EXERCISE DESCRIPTION
Scan the entries below. List each line with "linecap".

Saved data entries
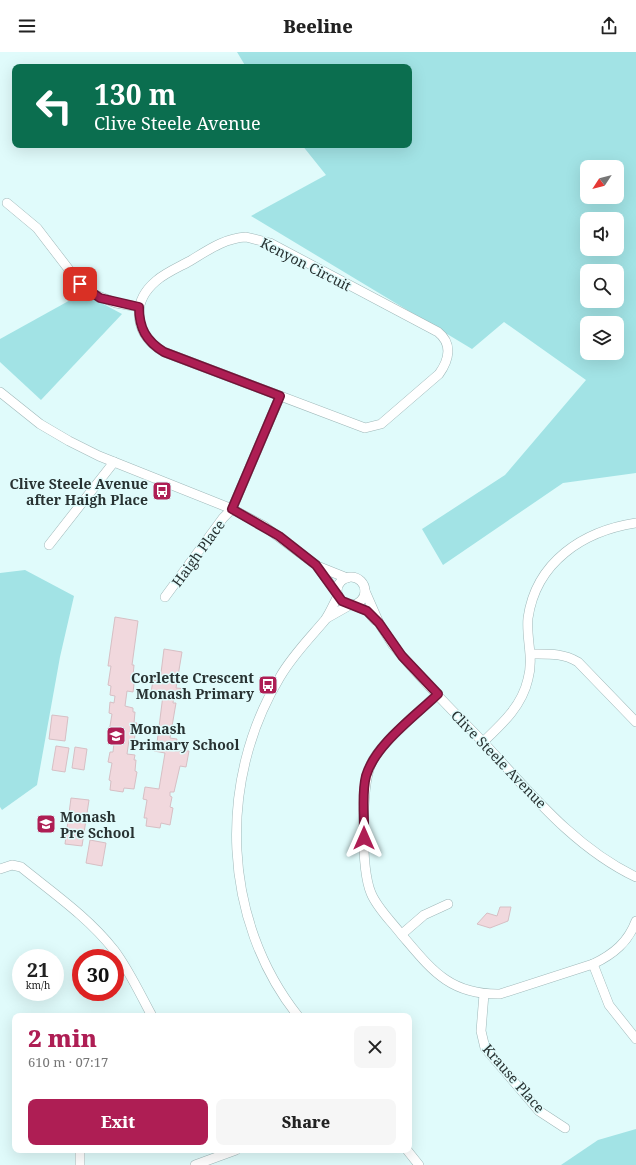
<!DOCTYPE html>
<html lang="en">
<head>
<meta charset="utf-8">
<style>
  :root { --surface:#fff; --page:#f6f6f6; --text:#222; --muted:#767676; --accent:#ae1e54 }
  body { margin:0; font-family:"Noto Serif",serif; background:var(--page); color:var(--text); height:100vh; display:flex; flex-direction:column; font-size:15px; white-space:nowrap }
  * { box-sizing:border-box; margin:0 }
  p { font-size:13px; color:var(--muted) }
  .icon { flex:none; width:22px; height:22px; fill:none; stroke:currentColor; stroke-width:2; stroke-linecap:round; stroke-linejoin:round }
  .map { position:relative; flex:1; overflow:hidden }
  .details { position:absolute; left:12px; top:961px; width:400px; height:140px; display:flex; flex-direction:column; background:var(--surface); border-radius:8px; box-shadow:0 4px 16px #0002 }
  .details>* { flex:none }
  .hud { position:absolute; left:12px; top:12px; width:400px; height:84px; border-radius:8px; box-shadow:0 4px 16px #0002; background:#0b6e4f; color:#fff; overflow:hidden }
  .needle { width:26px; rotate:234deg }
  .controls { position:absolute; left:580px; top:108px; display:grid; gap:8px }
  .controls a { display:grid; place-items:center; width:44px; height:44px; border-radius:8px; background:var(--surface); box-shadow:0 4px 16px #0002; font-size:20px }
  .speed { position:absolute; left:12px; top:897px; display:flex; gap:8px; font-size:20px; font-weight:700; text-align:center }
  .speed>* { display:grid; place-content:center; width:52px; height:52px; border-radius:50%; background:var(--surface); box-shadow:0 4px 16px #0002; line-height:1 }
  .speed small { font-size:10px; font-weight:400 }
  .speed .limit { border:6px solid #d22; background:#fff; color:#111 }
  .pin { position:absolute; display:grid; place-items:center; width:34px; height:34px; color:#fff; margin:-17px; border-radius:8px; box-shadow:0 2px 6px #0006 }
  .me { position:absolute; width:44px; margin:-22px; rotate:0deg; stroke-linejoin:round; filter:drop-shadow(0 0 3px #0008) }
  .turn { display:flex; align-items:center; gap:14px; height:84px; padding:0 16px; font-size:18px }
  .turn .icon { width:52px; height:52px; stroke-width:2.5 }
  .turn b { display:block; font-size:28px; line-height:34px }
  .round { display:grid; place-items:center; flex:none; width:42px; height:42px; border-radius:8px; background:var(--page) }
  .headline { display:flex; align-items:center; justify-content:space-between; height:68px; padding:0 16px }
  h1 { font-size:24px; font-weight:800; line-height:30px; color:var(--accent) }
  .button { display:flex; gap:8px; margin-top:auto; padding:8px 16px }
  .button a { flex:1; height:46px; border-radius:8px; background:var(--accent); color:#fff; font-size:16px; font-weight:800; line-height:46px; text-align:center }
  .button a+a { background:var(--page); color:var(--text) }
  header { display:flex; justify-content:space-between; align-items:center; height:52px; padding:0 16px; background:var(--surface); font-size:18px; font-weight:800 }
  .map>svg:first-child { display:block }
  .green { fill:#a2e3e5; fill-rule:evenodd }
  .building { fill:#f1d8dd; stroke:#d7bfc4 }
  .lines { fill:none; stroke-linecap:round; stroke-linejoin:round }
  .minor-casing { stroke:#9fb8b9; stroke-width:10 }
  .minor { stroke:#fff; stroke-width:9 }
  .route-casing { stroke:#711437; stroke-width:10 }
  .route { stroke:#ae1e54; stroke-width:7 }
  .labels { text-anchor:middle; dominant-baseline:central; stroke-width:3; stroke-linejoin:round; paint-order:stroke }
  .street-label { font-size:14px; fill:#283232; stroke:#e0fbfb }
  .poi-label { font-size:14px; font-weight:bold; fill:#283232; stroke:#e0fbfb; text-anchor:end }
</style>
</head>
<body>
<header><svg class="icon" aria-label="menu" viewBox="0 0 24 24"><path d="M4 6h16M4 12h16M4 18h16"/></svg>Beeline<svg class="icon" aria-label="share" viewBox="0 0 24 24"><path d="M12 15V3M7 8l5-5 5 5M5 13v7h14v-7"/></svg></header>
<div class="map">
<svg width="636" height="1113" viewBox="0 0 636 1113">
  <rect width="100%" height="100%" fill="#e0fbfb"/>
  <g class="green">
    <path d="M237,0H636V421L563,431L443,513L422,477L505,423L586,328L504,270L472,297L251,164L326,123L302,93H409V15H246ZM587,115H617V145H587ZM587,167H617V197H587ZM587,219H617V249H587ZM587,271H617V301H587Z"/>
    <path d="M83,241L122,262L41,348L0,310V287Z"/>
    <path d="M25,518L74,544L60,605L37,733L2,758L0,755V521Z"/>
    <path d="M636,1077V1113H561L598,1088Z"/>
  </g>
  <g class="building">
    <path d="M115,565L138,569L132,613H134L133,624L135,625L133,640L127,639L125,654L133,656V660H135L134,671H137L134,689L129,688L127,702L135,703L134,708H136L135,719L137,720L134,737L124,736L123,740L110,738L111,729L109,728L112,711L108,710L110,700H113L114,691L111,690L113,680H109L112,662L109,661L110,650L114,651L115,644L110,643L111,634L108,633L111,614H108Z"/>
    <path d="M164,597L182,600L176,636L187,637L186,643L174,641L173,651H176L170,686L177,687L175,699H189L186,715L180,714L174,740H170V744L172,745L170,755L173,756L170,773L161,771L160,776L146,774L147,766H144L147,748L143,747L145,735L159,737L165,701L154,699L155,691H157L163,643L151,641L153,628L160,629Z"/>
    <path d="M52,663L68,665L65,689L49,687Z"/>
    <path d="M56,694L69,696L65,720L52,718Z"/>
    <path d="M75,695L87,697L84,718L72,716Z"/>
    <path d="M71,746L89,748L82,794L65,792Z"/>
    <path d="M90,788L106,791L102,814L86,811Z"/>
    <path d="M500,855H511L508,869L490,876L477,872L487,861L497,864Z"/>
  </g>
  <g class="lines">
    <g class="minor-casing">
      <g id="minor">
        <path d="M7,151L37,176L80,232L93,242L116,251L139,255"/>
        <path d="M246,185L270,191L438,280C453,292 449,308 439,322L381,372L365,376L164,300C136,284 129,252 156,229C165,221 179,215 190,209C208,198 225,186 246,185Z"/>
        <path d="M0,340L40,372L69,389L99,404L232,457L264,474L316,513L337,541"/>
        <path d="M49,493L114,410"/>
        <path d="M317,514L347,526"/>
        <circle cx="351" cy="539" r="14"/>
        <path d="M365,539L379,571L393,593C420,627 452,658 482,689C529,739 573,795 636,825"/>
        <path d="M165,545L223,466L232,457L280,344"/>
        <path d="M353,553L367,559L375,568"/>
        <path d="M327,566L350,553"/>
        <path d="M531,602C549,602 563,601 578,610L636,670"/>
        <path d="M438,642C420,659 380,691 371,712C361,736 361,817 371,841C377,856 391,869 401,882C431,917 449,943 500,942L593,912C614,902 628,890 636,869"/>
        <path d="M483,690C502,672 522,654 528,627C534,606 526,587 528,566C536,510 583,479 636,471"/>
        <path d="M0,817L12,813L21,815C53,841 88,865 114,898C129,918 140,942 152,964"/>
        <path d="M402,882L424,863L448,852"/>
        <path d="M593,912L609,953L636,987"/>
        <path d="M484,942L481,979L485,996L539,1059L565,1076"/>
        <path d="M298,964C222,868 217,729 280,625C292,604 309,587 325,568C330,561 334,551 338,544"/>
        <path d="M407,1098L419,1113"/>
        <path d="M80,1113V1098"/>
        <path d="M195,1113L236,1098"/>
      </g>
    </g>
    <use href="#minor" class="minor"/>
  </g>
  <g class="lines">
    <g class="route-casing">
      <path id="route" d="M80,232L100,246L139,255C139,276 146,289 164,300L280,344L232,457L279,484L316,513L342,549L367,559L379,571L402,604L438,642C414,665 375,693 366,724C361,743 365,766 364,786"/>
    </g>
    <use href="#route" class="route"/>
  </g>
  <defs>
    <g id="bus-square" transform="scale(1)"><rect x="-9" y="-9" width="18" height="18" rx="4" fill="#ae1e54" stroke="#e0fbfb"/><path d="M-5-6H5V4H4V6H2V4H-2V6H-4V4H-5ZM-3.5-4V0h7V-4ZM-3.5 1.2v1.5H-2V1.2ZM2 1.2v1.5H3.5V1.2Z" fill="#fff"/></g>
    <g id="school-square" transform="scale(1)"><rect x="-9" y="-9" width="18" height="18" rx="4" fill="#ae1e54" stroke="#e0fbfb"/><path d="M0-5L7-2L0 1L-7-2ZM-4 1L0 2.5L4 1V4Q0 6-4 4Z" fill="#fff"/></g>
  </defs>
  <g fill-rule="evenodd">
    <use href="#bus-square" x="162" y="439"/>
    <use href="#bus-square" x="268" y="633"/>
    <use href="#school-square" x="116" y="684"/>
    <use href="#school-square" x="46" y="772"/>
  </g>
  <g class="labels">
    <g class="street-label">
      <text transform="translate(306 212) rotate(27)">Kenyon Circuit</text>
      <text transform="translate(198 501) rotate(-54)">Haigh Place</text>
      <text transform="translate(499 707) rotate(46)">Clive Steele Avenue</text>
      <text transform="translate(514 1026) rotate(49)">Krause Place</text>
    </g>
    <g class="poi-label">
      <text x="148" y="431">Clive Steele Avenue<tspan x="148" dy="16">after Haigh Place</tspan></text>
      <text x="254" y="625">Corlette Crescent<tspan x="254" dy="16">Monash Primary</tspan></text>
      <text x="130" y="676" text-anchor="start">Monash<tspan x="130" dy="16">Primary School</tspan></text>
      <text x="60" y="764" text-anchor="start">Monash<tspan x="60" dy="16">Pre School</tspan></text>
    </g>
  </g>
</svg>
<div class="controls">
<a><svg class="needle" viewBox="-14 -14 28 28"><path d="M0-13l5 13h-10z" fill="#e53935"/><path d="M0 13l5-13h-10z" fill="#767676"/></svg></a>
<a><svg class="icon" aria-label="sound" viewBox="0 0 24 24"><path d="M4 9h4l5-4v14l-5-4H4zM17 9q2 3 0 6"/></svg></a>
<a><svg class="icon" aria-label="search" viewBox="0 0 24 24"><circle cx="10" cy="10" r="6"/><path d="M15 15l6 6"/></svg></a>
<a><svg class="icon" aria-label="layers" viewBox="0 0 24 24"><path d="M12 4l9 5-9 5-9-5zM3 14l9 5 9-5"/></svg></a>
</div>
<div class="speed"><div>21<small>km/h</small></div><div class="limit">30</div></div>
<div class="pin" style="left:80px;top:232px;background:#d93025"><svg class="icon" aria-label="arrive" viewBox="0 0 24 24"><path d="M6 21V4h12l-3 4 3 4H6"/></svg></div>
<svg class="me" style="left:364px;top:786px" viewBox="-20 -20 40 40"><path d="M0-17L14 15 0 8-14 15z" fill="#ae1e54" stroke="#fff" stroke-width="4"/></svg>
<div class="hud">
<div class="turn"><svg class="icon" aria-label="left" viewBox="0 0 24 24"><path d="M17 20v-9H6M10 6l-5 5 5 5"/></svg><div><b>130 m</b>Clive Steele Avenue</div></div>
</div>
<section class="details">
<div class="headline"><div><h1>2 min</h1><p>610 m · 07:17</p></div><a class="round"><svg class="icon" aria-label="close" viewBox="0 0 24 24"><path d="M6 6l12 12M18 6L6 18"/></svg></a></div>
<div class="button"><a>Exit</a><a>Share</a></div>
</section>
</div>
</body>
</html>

ANSWER SECTION
  .icon { flex:none; width:22px; height:22px; fill:none; stroke:currentColor; stroke-width:2; stroke-linecap:round; stroke-linejoin:round }
  .lines { fill:none; stroke-linecap:round; stroke-linejoin:round }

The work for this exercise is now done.